Скелет замолчал. Андрей тут же забыл о нем и странной вспышке гнева. Понял, что если смотреть на экран, то остальные звуки — кашляющие, чавкающие, сосущие — становятся неважными, тают. В окошке кредитов значилось «1000». Хотя он не помнил, как заряжал. И взнос у него никто не требовал… или…

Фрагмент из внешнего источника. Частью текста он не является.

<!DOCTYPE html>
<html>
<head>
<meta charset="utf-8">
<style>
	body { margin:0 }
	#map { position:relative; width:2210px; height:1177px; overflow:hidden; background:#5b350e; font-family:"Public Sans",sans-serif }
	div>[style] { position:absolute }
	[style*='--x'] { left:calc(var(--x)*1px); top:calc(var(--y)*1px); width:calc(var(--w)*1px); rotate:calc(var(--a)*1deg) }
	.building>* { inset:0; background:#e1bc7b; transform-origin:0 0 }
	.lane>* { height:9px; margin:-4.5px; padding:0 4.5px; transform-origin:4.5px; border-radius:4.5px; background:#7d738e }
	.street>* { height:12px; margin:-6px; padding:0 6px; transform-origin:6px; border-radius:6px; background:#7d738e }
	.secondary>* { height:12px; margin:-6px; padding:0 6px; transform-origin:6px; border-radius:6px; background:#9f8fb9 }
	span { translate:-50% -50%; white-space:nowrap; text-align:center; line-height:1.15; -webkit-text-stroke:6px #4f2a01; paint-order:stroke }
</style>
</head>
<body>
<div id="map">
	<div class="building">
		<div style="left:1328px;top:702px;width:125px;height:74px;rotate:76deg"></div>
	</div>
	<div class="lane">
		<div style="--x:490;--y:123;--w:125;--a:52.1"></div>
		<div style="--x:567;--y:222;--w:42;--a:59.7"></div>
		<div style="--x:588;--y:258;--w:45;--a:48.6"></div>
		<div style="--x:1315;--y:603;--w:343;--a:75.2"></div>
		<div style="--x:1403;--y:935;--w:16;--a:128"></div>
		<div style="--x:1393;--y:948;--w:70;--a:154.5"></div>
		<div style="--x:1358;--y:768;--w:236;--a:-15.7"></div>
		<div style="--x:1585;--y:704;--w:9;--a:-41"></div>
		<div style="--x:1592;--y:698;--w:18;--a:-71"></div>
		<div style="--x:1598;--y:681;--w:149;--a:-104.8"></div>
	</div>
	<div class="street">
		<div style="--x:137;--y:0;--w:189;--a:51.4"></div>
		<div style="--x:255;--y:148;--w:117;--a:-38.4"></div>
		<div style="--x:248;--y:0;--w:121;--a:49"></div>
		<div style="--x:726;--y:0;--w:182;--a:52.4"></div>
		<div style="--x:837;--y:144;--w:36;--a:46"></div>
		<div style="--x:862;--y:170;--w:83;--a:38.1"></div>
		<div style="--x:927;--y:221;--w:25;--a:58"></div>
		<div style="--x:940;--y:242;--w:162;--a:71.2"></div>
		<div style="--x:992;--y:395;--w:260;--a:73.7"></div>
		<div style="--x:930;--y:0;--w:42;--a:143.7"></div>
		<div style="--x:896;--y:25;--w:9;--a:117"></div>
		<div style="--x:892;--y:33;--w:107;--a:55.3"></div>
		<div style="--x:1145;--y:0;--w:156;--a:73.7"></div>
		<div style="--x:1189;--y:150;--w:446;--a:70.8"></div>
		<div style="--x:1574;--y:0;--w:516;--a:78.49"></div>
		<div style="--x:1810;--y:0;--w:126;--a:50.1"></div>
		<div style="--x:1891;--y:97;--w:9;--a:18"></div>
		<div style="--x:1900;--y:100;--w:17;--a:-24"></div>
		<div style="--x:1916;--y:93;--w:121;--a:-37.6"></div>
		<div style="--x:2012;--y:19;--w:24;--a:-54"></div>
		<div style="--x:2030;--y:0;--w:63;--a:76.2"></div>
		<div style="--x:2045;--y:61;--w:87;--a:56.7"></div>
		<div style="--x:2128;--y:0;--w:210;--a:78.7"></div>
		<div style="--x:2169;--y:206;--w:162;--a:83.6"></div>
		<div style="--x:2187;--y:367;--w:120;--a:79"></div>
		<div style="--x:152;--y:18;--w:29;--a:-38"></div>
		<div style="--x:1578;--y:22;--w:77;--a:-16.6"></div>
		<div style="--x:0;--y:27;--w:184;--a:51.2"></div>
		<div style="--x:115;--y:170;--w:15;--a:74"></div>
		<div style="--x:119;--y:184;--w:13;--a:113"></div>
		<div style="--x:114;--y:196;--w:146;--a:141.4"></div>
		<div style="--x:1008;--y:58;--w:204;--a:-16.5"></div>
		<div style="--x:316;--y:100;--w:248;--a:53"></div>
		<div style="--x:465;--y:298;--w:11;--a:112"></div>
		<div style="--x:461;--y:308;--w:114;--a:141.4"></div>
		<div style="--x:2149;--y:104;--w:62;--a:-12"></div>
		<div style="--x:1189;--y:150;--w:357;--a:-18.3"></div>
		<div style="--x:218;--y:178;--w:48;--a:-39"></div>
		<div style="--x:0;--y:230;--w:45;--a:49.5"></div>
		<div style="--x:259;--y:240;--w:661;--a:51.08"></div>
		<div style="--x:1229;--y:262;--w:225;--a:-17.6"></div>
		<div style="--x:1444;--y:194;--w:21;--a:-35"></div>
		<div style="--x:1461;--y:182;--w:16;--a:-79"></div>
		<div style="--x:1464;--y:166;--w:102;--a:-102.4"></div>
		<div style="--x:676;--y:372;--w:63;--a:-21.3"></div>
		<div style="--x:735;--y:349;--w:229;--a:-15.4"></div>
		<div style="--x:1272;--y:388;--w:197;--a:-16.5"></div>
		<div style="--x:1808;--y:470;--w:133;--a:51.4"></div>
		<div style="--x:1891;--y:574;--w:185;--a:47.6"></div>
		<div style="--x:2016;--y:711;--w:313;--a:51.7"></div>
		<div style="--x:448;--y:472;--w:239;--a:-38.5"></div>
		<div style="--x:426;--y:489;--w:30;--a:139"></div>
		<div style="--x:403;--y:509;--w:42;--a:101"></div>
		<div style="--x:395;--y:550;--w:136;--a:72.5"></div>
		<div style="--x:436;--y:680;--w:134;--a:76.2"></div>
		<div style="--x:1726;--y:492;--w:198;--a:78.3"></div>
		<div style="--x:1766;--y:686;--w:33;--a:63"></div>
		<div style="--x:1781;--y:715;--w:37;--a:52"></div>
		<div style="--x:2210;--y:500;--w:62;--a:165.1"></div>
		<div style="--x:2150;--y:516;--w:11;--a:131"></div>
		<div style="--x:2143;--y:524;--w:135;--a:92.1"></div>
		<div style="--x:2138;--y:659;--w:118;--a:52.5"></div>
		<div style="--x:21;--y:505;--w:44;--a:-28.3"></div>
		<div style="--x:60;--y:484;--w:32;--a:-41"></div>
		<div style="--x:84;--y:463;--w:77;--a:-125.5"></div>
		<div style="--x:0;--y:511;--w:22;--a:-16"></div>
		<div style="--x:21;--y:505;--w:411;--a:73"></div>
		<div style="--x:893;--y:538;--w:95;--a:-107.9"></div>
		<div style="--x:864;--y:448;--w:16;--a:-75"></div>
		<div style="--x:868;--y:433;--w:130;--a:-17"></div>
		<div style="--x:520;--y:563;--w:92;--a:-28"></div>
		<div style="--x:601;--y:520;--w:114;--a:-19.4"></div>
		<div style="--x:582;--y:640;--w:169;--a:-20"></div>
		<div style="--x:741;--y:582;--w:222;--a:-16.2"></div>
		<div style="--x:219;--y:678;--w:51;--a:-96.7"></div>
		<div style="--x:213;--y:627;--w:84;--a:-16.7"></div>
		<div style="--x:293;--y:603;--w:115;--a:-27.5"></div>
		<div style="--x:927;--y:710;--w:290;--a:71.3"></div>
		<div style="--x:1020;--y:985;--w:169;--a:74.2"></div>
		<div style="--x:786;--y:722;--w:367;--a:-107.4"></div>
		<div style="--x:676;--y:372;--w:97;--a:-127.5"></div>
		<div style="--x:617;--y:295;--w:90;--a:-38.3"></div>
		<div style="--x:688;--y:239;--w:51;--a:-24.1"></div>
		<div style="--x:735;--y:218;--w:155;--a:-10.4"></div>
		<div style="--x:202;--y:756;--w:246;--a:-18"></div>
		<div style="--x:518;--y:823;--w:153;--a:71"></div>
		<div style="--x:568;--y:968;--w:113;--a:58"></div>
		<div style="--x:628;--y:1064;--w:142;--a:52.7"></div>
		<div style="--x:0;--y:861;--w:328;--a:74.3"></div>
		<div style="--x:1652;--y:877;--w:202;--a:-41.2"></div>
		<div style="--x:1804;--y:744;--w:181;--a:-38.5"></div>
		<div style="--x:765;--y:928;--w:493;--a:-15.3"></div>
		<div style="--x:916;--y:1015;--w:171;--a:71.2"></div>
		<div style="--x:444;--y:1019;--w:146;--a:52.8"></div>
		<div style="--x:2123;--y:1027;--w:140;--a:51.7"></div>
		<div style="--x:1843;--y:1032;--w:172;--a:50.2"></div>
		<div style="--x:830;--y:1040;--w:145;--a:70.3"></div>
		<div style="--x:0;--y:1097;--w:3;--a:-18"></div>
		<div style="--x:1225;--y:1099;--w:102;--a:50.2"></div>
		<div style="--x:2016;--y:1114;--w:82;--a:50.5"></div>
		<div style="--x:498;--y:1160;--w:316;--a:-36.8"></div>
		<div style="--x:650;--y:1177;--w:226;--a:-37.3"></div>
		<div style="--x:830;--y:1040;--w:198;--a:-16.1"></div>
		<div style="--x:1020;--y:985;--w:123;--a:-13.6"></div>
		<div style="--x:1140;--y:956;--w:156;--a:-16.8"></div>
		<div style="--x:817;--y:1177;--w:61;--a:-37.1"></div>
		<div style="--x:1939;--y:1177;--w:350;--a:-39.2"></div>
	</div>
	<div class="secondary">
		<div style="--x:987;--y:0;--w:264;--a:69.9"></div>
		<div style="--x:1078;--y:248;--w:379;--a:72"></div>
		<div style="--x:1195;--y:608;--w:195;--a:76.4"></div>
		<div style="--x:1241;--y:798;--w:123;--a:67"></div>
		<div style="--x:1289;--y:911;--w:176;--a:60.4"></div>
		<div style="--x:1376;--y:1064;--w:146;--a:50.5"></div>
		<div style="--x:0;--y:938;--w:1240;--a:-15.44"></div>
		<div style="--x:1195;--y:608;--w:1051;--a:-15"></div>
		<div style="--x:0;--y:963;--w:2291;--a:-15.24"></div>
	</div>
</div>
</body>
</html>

Плевать. Рука вдавила «старт». Кнопка казалась влажной и теплой. Тоже плевать.
Иногда он все-таки поворачивал голову и смотрел на других игроков. Некоторые были высосаны до дна. Автомат справа от входа втягивал через лоток пустую оболочку, как ломкую купюру. Звонко потрескивали кости. Кожа порвалась, и по полу покатился череп, белый и чистый, он ударился о стену и замер, в полых глазницах ползали жирные пиявки, желтые зубы скалились на Андрея, высохший язык прилип к небу, мертвый, жалкий…
«Это он зря… надо уметь остановиться… я смогу…»
На лицах скелетов застыли блаженные улыбки.
В помещение проник сухощавый мужчина в костюме уборщика и смел череп в полиэтиленовый пакет. Андрей забыл о нем, как только повернулся к экрану.
Полая трубка, похожая на хвост змеи, заползла под футболку, под мышку, присосалась; к лимфоузлам потянулись белесые жгутики…
На барабане крутились распятия, кресты Лалибелы, катакомбные кресты. Джокером служил распятый Христос в армейских башмаках и противогазе, богохульная картинка, что-то подобное Андрей видел в научно-исторической передаче: антимилитаристские манифесты и прочая бодяга.
На третий день у него сломалась левая рука, хрустнула под собственным весом и упала на пол, он не отреагировал и продолжил игру.
Глаза помутнели. Щеки ввалились. Из пор на лице сочилась кровь — капли вызревали, но не стекали, а с шипением растворялись в воздухе. По одним трубкам к автомату ползли черные столбики, по другим бежал голубоватый раствор. Андрей представлял азарт именно так: жидкий электрический ток.
Помещение дышало, питалось, жило.
Автомат выдавал призовые игры, еще и еще. Выигрыш рос. Андрей чувствовал себя счастливым.
Он поймал удачу за хвост. Или фарт за хобот. Или… поймали его?
Андрей улыбнулся треснувшими в уголках губами: без разницы.
Восьмая (автор Татьяна Хушкевич)
Октавию злить не стоило. Но служанка Жози, привыкнув к вежливому обращению, вообразила себя птицей высокого полета. Наивная.
Жози — суетливая и простоватая — попала в Полумир случайно, потому до сих пор хранила верность дедовским традициям и обрядам, живя по глупым и надуманным правилам оставленного позади мира. Вот и теперь взвизгнула, когда Октавия вошла через балкон в ее спальню, попыталась прикрыть наготу тушкой черного петуха: кровь потекла по коричневой коже, подчеркивая изгиб бедер, обогнула ладошку, заструилась вниз по длинным ногам.
— Кто?
— Не знаю, госпожа, не понимаю, о чем вы… — забормотала Жози.